“I should be an ungrateful brute if I was, sir. I can bear anything from you. I ought to, for I owe everything to you; but—”
“But, my dear boy—’better is he that ruleth his spirit, than he that taketh a city.’”
John Briggs tapped his foot on the ground impatiently. “I cannot help it, sir. It will drive me mad, I think at times,—this contrast between what I might be, and what I am, I can bear it no longer—mixing medicines here, when I might be educating myself, distinguishing myself—for I can do it; have you not said as much yourself to me again and again?”
“I have, of course; but—”
“But, sir, only hear me. It is in vain to ask me to command my temper while I stay here. I am not fit for this work; not fit for the dull country. I am not appreciated, not understood; and I shall never be, till I can get to London,—till I can find congenial spirits, and take my rightful place in the great parliament of mind. I am Pegasus in harness, here!” cried the vain, discontented youth. “Let me but once get there,—amid art, civilisation, intellect, and the company of men like that old Mermaid Club, to hear and to answer—
’words,
So nimble, and so full of subtle flame,
As one had put his whole soul in a jest;’—
and then you shall see whether Pegasus has not wings, and can use them too!” And he stopped suddenly, choking with emotion, his nostril and chest dilating, his foot stamping impatiently on the ground.

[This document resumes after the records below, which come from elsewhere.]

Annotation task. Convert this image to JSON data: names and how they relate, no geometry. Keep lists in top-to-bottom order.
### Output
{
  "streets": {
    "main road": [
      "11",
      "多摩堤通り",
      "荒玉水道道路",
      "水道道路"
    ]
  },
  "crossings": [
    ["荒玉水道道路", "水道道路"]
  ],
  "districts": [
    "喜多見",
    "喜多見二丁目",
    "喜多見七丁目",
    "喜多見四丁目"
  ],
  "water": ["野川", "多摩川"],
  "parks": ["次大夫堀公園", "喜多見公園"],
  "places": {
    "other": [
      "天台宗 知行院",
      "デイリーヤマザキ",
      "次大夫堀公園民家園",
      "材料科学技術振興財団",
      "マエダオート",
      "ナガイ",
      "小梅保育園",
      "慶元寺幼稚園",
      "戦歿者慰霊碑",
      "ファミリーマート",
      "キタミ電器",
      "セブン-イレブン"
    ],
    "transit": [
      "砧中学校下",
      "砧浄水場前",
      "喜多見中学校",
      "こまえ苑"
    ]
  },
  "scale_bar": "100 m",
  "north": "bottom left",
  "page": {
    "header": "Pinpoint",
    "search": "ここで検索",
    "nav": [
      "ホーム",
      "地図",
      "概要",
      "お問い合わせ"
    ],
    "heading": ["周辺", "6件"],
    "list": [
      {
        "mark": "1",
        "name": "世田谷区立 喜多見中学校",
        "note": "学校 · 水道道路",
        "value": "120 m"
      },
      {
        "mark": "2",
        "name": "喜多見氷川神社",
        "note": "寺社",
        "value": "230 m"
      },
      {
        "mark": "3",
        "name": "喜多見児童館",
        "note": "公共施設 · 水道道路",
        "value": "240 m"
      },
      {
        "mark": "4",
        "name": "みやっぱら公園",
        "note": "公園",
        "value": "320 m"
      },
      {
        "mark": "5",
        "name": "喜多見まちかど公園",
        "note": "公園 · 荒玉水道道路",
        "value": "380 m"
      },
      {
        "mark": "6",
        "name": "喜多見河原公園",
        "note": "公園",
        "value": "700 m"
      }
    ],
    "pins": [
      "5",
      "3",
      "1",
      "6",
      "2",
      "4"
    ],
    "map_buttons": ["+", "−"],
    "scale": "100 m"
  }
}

The Doctor watched him with a sad smile.
“Do you remember the devil’s temptation of our Lord—’Cast thyself down from hence; for, it is written, He shall give His angels charge over thee?”
“I do; but what has that to do with me?”
“Throw away the safe station in which God has certainly put you, to seek, by some desperate venture, a new, and, as you fancy, a grander one for yourself? Look out of that window, lad; is there not poetry enough, beauty and glory enough, in that sky, those fields,—ay, in every fallen leaf,—to employ all your powers, considerable as I believe them to be? Why spurn the pure, quiet, country life, in which such men as Wordsworth have been content to live and grow old?”
The boy shook his head like an impatient horse. “Too slow—too slow for me, to wait and wait, as Wordsworth did, through long years of obscurity, misconception, ridicule. No. What I have, I must have at once; and, if it must be, die like Chatterton—if only, like Chatterton, I can have my little day of success, and make the world confess that another priest of the beautiful has arisen among men.”